C'est donc bien sur la porte Serpenoise, qui ne s'est pas ouverte sous 14.000 coups de canons impériaux, et sur la loyauté
des habitants de Metz, qu'est venue se briser l'énorme houle qui
déferlait sur un rythme inquiétant, de la Baltique vers le Golfe
de Gascogne.
Quatre siècles plus tard, une houle encore plus large, beaucoup plus violente et infiniment plus redoutable est venue se
briser sur Verdun, tenu aussi par le chef qu'il fallait. Le Maréchal Pétain n'eut pas, comme François de Guise, la possibilité
d'organiser ses forces en toute sécurité. Il eut aussi devant lui des
chefs et des troupes disciplinées, d'un haut moral, et munies de
tout ce que l'industrie moderne pouvait produire.

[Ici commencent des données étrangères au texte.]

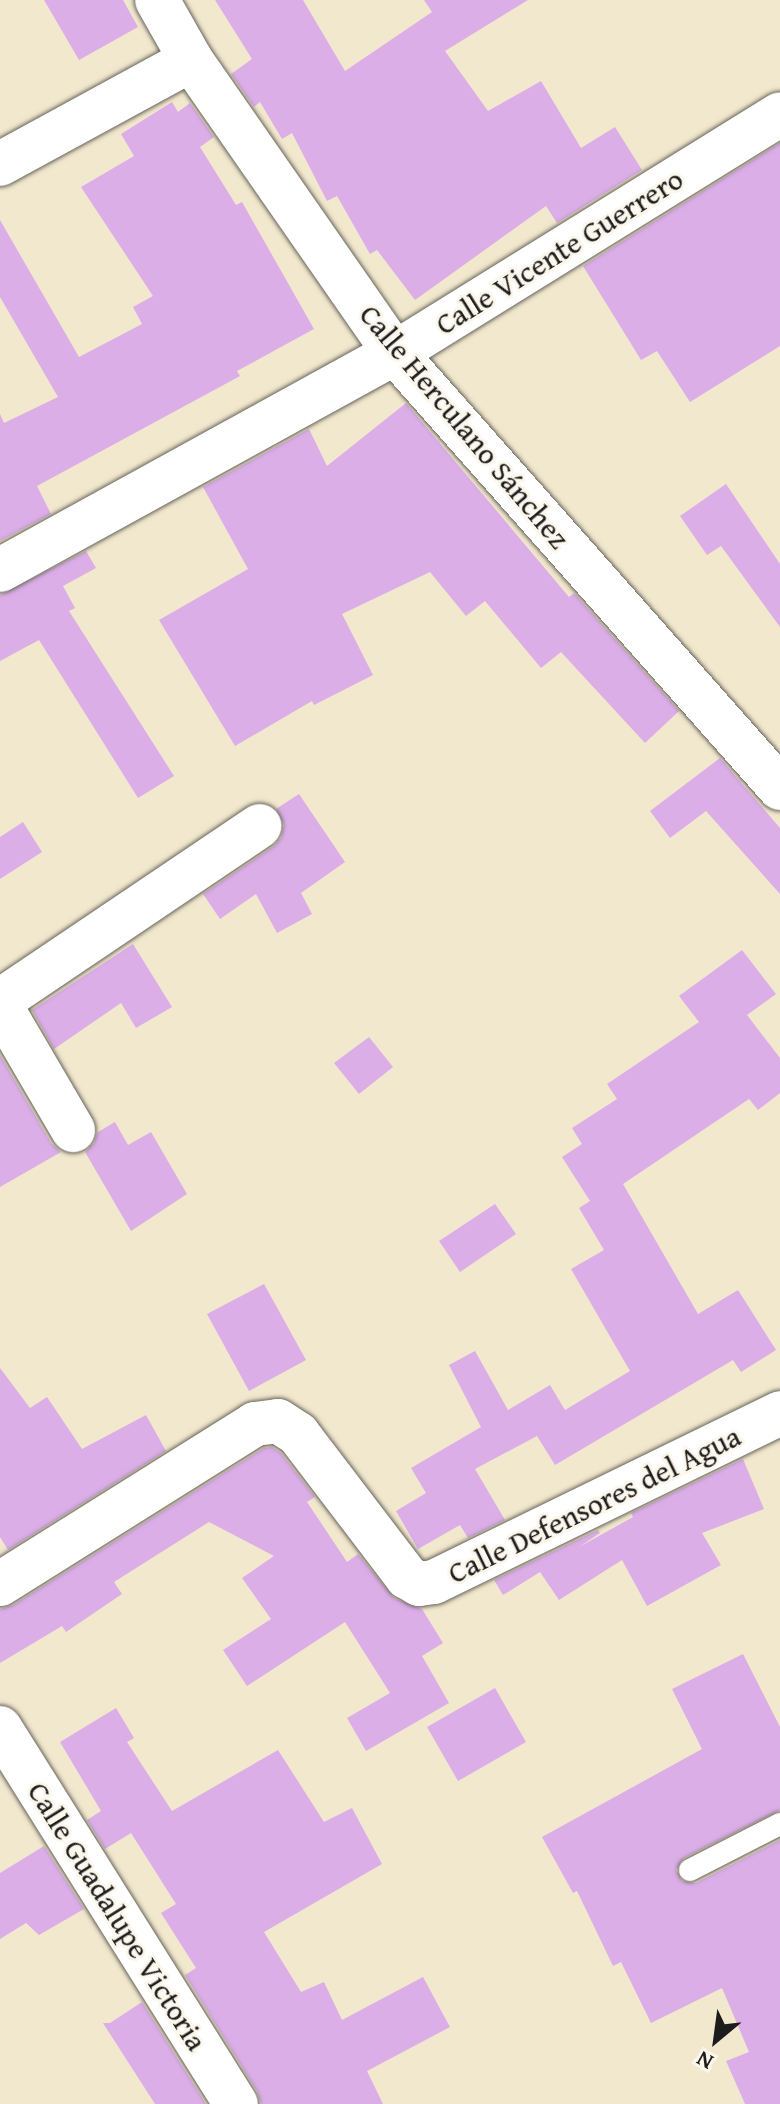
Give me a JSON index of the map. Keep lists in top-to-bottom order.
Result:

Le triangle des Trois Cités, dont Metz forme, face au NordEst, la pointe extrême, «marque donc bien la limite que la poussée germanique ne saurait franchir quand elle se heurte au chef
qu'il faut pour l'arrêter.
Dans tous les coeurs français Metz, Toul, Verdun, qui tintent comme des notes sonores dans un grand carillon de gloire,
resteront toujours confondues dans une même pensée d'ajffection
profonde et de reconnaissance pour le rôle de grande histoire
qu'elles ont joué dans les destinées de la Patrie.